Directions:
Among the lines below, count those with the word "places". Answer with the number only.

BEGIN Information shown

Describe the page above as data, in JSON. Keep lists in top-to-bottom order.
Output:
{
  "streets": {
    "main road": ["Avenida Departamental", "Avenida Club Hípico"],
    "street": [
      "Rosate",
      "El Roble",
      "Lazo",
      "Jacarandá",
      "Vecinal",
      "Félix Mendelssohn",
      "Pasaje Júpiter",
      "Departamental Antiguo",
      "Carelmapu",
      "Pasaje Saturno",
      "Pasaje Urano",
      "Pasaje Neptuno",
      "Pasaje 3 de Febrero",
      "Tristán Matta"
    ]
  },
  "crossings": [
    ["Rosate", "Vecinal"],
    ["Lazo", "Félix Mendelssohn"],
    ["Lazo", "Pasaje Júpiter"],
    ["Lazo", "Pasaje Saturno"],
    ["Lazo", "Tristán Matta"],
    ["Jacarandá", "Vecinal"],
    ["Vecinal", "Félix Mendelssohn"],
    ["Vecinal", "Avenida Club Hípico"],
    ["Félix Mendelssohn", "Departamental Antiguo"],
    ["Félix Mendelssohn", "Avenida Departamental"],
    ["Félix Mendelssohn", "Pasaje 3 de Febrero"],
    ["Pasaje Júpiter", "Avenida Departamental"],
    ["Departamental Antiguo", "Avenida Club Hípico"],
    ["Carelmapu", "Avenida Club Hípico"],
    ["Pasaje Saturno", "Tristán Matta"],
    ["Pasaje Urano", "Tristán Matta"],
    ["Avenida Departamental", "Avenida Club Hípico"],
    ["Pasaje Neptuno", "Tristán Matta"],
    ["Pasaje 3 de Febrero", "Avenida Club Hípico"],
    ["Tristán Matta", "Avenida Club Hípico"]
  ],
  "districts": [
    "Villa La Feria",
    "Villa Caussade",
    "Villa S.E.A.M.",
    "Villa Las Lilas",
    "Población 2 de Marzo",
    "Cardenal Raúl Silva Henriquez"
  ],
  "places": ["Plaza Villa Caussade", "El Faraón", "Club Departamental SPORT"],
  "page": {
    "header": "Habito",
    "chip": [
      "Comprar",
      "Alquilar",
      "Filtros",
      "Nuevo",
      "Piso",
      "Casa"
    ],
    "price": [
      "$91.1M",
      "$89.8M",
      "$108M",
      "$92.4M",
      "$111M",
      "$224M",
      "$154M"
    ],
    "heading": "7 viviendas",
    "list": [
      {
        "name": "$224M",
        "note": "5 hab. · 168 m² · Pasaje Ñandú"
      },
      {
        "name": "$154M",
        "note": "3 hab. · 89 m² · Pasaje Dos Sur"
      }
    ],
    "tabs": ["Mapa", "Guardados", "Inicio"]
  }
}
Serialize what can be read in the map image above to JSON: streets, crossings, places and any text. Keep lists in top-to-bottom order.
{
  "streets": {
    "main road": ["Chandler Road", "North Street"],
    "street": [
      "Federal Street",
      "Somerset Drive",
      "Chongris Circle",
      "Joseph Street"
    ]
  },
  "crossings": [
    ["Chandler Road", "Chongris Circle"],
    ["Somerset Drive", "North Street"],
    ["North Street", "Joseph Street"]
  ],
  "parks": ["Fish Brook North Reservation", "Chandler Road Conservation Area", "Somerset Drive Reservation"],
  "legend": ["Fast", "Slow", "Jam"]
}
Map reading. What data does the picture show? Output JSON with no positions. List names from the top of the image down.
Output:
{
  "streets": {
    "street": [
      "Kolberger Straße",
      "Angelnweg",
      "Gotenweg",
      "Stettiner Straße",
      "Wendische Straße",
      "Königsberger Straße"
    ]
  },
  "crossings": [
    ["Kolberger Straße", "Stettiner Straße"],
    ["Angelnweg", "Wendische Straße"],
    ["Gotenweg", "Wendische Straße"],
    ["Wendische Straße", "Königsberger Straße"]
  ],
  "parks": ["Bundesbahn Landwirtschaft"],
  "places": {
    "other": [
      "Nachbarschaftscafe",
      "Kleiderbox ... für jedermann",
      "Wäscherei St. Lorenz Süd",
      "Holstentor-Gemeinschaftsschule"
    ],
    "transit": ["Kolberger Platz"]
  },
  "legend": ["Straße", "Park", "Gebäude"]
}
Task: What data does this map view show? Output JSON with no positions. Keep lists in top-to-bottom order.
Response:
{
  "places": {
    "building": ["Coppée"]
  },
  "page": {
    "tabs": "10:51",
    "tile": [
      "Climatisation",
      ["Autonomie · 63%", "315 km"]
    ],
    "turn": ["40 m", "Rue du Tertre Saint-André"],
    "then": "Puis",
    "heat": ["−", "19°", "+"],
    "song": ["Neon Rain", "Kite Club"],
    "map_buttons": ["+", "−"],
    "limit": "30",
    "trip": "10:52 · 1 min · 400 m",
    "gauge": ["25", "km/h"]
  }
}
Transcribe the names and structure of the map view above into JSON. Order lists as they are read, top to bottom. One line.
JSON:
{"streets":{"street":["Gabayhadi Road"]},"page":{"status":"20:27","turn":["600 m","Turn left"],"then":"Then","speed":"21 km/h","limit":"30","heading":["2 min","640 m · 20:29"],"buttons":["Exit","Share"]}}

END Information shown

Answer to the problem:
4